Vector storage will use FAISS (an MIT licensed project from Facebook). Dimension reduction will allow a variety of different reduction types including UMAP and PaCMAP. Clustering will come with the ability to use a variety of clustering algorithms including HDBscan and the standard k-means.
Tooling
All tools will be developed in Python, the primary language used for AI development. The tooling component to this proposal is as valuable as the end product itself. It will create the open source tools, or build upon the existing ones I have released, to enable AI developers to make use of decentralized infrastructure on Cardano.
nunet-py
NuNet is a decentralized computing project on Cardano that allows individuals to rent the processing power of their computer. nunet-py is a project I have developed while actively testing NuNet during it's alpha testing phase, and it allows programmatic execution of jobs on NuNet. It is capable of fully configuring and executing a job on NuNet, but it suffers from some basic usability issues and no documentation. This tool will be further developed and be the job submission tool for running the data aggregation, text embeddings, clustering, etc for RAGDoC.
iagon-py
Iagon is a decentralized, privacy focused storage solution that runs on Cardano. It allows individuals to rent out disk space on their computer. iagon-py is a project I developed during Iagons alpha test phase, but it has very rudimentary functionality and no documentation. This tool will be used for storing intermediate data, such as text embeddings, clusters, and summarization information.
cardano-flows
To provide additional utility to developers, it would be helpful to make the workflow of RAGDoC modular so that data aggregation, embeddings, dimension reduction, clustering, and summarization are all separate steps in the process. The reason is that if each task is made into a separate step, the tools can be re-used for other applications. While there are tools for creating workflows in Python, most are tied to a workflow manager directly. cardano-flows will be a new tool used to create and run workflows on Cardano infrastructure. For this proposal, it will use NuNet for compute and Iagon for storage, but it will make the individual components abstractable so that as new projects come online they can be easily added. For example, when Iagon's compute infrastructure comes online, cardano-flows should be built in a way to easily incorporate it as a compute backend.
RAGDoC Dashboard
The final piece of RAGDoC is a Dashboard for browsing Catalyst data, tuning parameters, and submitting workflows.
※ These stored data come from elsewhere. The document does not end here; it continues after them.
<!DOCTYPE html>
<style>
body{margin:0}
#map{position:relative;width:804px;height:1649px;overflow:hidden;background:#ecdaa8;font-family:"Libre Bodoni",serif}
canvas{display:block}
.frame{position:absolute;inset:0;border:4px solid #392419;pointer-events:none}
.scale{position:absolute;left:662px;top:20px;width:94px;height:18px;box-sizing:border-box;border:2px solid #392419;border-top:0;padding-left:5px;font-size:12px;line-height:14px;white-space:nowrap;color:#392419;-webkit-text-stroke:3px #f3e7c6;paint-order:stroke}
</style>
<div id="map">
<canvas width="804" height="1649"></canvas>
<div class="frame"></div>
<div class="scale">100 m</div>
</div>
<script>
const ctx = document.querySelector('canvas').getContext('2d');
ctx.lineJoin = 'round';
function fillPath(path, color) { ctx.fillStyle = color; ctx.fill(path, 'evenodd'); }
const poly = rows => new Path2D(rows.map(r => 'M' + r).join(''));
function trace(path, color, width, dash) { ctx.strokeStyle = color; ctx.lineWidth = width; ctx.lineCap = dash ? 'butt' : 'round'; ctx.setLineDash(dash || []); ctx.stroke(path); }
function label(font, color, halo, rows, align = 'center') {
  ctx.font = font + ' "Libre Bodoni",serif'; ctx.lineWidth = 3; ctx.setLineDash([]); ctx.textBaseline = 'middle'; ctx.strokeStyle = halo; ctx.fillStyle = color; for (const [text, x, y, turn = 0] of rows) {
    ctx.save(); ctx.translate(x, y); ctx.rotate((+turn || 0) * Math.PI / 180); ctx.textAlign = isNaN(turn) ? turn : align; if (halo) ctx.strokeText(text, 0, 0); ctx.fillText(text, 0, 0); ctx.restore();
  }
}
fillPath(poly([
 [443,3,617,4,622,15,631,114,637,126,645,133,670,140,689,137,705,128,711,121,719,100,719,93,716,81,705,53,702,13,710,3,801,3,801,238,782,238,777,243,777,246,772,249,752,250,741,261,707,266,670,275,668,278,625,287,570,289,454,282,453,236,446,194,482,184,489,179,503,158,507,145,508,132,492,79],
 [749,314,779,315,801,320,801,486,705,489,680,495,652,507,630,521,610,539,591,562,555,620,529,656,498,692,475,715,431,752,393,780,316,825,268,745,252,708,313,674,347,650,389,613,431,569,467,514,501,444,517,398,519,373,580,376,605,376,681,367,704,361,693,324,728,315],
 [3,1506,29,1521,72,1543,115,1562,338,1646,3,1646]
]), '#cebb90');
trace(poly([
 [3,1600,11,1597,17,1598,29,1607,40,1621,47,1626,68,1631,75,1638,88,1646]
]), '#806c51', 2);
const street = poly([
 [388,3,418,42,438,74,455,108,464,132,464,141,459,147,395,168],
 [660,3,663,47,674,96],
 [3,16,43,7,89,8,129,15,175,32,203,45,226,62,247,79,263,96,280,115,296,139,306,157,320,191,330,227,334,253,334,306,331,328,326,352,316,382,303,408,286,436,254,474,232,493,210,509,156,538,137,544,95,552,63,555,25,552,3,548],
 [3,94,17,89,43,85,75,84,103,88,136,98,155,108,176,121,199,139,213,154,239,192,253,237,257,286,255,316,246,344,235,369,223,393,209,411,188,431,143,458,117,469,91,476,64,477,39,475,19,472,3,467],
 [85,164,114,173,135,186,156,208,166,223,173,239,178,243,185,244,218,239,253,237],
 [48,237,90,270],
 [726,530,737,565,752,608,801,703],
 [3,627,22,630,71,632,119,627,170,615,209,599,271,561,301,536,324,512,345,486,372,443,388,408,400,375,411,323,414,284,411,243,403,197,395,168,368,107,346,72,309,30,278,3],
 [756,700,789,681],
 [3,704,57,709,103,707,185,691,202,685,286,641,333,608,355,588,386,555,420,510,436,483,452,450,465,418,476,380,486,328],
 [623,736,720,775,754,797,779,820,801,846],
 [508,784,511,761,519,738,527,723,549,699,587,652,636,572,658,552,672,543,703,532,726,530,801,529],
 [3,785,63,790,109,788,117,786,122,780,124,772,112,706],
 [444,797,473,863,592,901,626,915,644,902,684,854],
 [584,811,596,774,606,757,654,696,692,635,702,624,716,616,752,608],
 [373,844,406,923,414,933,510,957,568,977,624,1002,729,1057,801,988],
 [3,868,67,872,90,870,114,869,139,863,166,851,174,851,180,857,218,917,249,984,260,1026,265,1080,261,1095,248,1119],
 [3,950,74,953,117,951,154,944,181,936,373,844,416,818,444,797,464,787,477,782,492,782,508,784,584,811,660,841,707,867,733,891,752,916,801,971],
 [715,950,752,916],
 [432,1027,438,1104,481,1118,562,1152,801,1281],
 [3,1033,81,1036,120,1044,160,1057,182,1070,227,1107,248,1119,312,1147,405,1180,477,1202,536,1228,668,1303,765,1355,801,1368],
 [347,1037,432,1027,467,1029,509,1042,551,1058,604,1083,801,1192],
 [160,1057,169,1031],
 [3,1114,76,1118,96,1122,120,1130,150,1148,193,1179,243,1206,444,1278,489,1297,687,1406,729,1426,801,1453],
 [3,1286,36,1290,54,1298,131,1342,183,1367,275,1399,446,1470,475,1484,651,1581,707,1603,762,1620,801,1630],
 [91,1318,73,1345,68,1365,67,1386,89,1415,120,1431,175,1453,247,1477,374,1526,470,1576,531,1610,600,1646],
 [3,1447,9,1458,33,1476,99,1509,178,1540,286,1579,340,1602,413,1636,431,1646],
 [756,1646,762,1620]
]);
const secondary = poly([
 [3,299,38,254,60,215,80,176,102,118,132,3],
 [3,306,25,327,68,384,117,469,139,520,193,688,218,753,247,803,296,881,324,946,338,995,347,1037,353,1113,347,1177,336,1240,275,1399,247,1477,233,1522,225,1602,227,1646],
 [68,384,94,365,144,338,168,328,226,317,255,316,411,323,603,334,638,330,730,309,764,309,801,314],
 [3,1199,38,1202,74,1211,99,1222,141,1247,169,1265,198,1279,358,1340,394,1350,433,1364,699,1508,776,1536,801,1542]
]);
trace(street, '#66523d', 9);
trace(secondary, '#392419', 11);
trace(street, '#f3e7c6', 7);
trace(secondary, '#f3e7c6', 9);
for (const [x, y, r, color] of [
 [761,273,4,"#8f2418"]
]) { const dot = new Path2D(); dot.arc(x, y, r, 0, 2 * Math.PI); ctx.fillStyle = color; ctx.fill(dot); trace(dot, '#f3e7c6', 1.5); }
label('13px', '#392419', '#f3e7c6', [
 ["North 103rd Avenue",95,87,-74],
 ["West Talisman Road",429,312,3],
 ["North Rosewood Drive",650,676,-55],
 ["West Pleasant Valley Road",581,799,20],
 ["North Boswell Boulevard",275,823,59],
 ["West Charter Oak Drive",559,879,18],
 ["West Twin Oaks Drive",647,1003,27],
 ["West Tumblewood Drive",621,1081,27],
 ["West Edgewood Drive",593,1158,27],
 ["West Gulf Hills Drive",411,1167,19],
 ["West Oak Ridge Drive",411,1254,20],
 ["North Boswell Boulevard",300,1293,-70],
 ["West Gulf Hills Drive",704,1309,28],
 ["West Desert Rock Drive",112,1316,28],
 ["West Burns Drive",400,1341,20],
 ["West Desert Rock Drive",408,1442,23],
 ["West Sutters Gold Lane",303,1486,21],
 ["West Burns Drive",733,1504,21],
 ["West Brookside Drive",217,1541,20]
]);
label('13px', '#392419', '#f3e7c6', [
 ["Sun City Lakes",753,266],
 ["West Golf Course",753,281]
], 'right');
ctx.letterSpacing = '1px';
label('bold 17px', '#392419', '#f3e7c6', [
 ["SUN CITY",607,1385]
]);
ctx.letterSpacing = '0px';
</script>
The Dashboard will be created with Solara, a Python wrapper around React. This dashboard will allow users to submit the pipeline to NuNet and access results from Iagon to be displayed in an interface that will allows users to browse results and link back to the original documents in IdeaScale. Part of this dashboarding will include open sourcing some custom components for Solara, such as the wallet connector that allows people to sign transactions and CIP-8 messages (already live and in use on the SteelSwap dex aggregator).
Audience
I see two general categories of audience for this project:
- Individuals and communities voting on Catalyst. This tool can improve the speed of finding relevant proposals for a community, as well as helping to ensure important proposals do not fall through the cracks. It can potentially help to weed out low quality and bad proposals.
- Developers interested in deploying on Cardano infrastructure. The road to RAGDoC comes with knock on benefits of more documentation and usability of the underlying tools, that are general utilities not specifically tailored to RAGDoC.